[Collected data entries]
..........

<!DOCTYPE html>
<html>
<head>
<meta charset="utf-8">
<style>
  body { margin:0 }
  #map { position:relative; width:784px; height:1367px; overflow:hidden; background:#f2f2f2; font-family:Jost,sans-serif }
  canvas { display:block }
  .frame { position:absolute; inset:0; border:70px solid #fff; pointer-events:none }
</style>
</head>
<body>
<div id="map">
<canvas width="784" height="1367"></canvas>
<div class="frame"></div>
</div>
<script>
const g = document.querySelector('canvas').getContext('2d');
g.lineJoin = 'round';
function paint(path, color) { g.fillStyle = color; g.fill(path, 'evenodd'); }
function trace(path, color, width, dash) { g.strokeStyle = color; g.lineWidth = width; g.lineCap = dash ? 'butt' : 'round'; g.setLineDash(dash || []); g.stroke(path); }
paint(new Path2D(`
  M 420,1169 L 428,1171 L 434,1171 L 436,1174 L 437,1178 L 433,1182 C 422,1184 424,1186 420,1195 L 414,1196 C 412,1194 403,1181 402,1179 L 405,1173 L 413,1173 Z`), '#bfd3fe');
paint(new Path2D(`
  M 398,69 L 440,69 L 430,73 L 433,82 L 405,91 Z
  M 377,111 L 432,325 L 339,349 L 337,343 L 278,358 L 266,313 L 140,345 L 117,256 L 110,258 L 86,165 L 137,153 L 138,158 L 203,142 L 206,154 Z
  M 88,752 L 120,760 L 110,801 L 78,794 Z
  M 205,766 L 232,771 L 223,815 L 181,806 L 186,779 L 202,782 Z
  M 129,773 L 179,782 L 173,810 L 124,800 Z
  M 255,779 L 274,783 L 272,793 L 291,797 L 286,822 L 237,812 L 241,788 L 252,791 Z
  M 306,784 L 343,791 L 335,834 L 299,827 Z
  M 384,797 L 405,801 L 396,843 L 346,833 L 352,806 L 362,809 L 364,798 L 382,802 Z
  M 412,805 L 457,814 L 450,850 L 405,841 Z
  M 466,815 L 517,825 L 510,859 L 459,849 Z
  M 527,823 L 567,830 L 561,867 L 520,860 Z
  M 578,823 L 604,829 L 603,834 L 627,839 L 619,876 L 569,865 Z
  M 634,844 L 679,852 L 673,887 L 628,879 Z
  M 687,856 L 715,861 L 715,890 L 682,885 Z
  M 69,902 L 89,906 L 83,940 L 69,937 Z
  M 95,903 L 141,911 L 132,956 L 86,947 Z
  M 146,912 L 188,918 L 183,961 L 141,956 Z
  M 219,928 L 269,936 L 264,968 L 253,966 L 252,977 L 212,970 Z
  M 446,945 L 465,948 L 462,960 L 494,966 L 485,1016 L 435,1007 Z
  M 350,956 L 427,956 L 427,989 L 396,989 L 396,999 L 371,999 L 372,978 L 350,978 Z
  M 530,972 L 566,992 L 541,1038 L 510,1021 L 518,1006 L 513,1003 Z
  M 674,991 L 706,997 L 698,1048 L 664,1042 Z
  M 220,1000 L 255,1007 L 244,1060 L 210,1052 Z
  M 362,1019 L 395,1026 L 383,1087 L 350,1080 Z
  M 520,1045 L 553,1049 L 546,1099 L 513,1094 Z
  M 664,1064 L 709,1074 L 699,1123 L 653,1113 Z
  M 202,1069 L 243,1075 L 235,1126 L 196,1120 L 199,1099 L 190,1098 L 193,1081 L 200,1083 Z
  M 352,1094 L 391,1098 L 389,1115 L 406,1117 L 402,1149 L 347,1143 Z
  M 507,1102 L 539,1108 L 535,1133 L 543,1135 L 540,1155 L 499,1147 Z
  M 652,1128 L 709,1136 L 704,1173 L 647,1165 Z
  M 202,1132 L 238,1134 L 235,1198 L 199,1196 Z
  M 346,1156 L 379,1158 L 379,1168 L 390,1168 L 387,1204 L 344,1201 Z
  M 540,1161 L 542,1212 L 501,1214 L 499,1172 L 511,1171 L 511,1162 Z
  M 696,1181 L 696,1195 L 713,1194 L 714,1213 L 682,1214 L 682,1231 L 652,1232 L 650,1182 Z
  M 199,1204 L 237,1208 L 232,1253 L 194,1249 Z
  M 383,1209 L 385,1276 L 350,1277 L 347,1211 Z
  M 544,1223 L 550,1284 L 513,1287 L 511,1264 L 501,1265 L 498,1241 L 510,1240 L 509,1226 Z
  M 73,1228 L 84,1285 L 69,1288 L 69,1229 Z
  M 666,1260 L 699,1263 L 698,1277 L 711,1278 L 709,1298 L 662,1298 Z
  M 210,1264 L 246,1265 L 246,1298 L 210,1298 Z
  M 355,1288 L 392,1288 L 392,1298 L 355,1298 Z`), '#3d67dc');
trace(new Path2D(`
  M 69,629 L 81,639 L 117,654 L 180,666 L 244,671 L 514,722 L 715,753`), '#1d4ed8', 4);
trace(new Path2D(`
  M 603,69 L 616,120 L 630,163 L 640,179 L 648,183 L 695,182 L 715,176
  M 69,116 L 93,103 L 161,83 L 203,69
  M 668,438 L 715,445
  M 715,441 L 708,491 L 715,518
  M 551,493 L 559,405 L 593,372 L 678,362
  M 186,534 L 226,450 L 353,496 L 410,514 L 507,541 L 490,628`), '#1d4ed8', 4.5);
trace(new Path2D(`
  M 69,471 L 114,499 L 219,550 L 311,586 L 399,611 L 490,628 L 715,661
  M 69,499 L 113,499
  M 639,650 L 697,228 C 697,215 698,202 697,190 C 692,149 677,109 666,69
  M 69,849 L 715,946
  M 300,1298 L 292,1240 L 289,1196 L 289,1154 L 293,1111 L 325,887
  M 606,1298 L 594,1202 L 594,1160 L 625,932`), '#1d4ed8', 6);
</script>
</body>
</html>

..........

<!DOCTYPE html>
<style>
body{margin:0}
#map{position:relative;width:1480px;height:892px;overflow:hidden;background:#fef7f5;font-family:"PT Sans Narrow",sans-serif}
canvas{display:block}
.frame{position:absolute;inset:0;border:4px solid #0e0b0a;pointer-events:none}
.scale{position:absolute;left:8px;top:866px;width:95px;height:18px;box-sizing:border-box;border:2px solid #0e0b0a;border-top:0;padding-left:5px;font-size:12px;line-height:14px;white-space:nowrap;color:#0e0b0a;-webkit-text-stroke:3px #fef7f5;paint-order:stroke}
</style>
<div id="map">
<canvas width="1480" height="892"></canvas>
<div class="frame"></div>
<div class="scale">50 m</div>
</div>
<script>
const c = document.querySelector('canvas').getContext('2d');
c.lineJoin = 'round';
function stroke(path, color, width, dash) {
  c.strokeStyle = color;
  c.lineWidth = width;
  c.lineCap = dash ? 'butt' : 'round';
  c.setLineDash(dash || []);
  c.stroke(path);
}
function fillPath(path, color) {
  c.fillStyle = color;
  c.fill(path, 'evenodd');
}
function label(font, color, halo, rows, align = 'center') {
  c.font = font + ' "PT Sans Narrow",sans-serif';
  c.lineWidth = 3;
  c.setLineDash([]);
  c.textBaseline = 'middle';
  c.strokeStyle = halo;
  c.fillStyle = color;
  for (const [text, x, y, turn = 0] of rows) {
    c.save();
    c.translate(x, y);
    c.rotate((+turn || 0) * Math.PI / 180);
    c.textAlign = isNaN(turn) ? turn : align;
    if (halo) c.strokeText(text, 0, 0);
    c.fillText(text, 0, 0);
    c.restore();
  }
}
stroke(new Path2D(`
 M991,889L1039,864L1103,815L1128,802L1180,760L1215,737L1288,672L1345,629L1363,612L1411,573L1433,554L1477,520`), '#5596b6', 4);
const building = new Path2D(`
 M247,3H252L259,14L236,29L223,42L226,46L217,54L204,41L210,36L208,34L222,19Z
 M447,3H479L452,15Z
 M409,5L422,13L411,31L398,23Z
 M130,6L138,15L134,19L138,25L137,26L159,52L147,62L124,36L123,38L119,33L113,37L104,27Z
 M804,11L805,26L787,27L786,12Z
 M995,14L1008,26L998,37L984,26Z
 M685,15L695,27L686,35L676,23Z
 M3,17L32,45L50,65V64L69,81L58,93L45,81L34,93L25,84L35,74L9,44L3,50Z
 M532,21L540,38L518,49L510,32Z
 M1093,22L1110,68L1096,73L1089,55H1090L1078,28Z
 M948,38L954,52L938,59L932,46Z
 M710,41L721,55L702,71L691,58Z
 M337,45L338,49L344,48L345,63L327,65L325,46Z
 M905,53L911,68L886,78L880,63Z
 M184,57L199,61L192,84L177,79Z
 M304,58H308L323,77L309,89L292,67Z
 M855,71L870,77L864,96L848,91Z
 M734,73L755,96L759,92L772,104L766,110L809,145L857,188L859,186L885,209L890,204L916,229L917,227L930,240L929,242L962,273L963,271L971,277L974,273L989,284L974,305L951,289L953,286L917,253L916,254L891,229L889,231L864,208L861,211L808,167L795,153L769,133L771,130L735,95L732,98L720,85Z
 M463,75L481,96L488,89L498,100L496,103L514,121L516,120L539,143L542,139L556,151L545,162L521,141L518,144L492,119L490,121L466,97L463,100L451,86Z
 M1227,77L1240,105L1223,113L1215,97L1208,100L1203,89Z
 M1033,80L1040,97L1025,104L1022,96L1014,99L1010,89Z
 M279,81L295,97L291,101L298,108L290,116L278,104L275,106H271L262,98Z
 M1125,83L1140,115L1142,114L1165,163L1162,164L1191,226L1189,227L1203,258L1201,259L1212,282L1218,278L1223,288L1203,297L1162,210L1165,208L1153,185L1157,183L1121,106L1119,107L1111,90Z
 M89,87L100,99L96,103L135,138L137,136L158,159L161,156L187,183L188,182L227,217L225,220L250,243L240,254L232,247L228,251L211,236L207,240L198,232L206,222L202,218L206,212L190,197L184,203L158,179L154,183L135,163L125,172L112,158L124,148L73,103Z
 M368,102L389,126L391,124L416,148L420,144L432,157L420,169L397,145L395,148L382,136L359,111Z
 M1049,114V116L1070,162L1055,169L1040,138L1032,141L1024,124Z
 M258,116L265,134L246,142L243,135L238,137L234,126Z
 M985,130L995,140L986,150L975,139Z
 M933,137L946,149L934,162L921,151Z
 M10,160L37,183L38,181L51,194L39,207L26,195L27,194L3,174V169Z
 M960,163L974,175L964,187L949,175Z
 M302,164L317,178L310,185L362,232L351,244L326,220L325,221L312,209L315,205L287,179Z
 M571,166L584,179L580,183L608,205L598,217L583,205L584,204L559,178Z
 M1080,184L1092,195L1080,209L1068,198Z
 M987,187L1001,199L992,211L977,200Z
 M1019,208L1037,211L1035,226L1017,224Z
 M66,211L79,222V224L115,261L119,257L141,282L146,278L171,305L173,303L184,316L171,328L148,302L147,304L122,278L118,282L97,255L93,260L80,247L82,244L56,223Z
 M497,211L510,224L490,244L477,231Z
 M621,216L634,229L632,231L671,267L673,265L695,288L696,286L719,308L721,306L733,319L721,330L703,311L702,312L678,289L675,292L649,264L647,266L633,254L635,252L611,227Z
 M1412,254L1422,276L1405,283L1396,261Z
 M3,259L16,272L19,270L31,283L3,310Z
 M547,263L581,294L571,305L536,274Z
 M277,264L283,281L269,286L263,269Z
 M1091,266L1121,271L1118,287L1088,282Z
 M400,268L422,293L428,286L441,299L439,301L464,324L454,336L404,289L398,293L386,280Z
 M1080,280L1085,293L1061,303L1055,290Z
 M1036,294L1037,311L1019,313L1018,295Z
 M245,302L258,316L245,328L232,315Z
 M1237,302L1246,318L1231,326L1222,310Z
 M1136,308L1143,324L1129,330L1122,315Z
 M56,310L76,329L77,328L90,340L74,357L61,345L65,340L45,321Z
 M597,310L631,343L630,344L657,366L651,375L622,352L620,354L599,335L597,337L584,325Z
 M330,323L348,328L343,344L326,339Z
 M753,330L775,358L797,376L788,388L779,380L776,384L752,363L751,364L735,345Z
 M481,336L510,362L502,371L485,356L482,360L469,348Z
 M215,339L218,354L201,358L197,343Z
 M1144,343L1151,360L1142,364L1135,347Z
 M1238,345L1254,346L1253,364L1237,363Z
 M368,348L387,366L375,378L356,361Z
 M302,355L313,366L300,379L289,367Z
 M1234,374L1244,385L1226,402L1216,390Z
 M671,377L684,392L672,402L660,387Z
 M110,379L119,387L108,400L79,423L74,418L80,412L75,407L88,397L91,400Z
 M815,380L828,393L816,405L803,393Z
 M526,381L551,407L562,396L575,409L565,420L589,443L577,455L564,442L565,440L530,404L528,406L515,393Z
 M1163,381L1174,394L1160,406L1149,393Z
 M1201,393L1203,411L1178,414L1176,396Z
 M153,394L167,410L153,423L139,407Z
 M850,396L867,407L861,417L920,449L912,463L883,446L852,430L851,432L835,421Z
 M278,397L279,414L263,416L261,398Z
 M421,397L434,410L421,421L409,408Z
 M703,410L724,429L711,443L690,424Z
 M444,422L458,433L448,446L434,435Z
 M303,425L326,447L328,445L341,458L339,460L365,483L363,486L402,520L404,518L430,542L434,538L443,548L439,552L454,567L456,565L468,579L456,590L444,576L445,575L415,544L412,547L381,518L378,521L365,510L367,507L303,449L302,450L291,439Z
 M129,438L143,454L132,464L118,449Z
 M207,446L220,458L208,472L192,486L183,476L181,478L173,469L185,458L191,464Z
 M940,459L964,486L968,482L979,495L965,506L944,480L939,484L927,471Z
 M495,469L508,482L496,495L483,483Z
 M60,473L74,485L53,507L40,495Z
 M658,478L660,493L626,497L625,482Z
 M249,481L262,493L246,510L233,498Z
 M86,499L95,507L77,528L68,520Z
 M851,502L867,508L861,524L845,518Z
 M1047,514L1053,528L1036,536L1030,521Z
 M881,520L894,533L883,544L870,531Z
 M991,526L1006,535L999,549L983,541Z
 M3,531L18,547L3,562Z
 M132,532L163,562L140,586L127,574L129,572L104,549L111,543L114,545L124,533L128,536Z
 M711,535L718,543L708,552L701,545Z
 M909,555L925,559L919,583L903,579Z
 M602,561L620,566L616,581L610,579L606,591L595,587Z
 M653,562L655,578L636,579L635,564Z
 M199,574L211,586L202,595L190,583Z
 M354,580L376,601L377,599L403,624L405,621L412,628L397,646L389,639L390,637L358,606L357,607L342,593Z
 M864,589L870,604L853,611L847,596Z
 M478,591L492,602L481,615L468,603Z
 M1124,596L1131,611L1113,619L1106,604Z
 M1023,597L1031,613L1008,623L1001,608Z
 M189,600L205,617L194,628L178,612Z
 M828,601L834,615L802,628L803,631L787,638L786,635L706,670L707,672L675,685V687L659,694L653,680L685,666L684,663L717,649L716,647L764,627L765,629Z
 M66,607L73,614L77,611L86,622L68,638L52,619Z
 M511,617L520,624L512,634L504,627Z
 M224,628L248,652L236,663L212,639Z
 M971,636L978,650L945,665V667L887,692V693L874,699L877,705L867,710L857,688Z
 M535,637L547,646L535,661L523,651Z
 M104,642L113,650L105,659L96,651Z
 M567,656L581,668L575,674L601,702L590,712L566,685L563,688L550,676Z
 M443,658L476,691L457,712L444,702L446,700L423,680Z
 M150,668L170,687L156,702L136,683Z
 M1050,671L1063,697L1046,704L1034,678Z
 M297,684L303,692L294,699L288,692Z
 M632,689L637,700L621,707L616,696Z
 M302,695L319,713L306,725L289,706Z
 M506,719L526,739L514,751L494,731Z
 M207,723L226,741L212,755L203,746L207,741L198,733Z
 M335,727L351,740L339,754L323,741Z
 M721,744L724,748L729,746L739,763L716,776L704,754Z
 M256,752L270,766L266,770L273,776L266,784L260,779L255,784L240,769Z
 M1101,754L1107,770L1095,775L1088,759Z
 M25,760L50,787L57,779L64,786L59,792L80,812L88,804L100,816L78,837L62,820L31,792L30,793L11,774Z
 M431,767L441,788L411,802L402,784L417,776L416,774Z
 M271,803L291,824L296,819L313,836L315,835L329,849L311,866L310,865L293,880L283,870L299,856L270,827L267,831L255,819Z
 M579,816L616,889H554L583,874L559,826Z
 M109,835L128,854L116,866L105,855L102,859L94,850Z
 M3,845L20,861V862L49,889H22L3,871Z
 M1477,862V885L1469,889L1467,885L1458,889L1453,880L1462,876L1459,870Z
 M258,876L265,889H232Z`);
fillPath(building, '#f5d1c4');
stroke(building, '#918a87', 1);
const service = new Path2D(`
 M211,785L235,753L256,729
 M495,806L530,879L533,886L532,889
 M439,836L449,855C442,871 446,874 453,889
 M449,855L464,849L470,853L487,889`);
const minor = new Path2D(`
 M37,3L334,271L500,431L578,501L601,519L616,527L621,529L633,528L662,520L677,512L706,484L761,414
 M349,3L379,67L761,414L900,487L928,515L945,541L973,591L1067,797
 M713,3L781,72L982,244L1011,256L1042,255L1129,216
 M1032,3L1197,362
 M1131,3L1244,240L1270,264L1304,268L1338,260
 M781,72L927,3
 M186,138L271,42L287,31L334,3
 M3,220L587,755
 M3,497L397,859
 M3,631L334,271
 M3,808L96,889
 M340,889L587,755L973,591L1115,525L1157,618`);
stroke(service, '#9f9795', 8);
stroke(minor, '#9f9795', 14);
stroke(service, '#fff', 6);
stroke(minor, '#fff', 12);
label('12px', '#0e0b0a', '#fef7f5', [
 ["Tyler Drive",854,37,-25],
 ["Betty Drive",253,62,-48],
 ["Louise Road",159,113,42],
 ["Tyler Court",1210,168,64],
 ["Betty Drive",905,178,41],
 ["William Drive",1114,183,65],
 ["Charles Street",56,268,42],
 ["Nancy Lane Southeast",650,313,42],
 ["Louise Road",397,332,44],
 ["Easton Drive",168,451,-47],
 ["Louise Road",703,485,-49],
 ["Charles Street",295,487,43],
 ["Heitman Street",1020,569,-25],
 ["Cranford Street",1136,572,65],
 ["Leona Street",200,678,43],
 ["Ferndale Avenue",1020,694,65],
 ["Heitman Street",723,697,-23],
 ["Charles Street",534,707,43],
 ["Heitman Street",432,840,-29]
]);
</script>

..........

Read the entries and select each line where the word "canvas" is found.

FINAL ANSWER:
  canvas { display:block }
<canvas width="784" height="1367"></canvas>
const g = document.querySelector('canvas').getContext('2d');
canvas{display:block}
<canvas width="1480" height="892"></canvas>
const c = document.querySelector('canvas').getContext('2d');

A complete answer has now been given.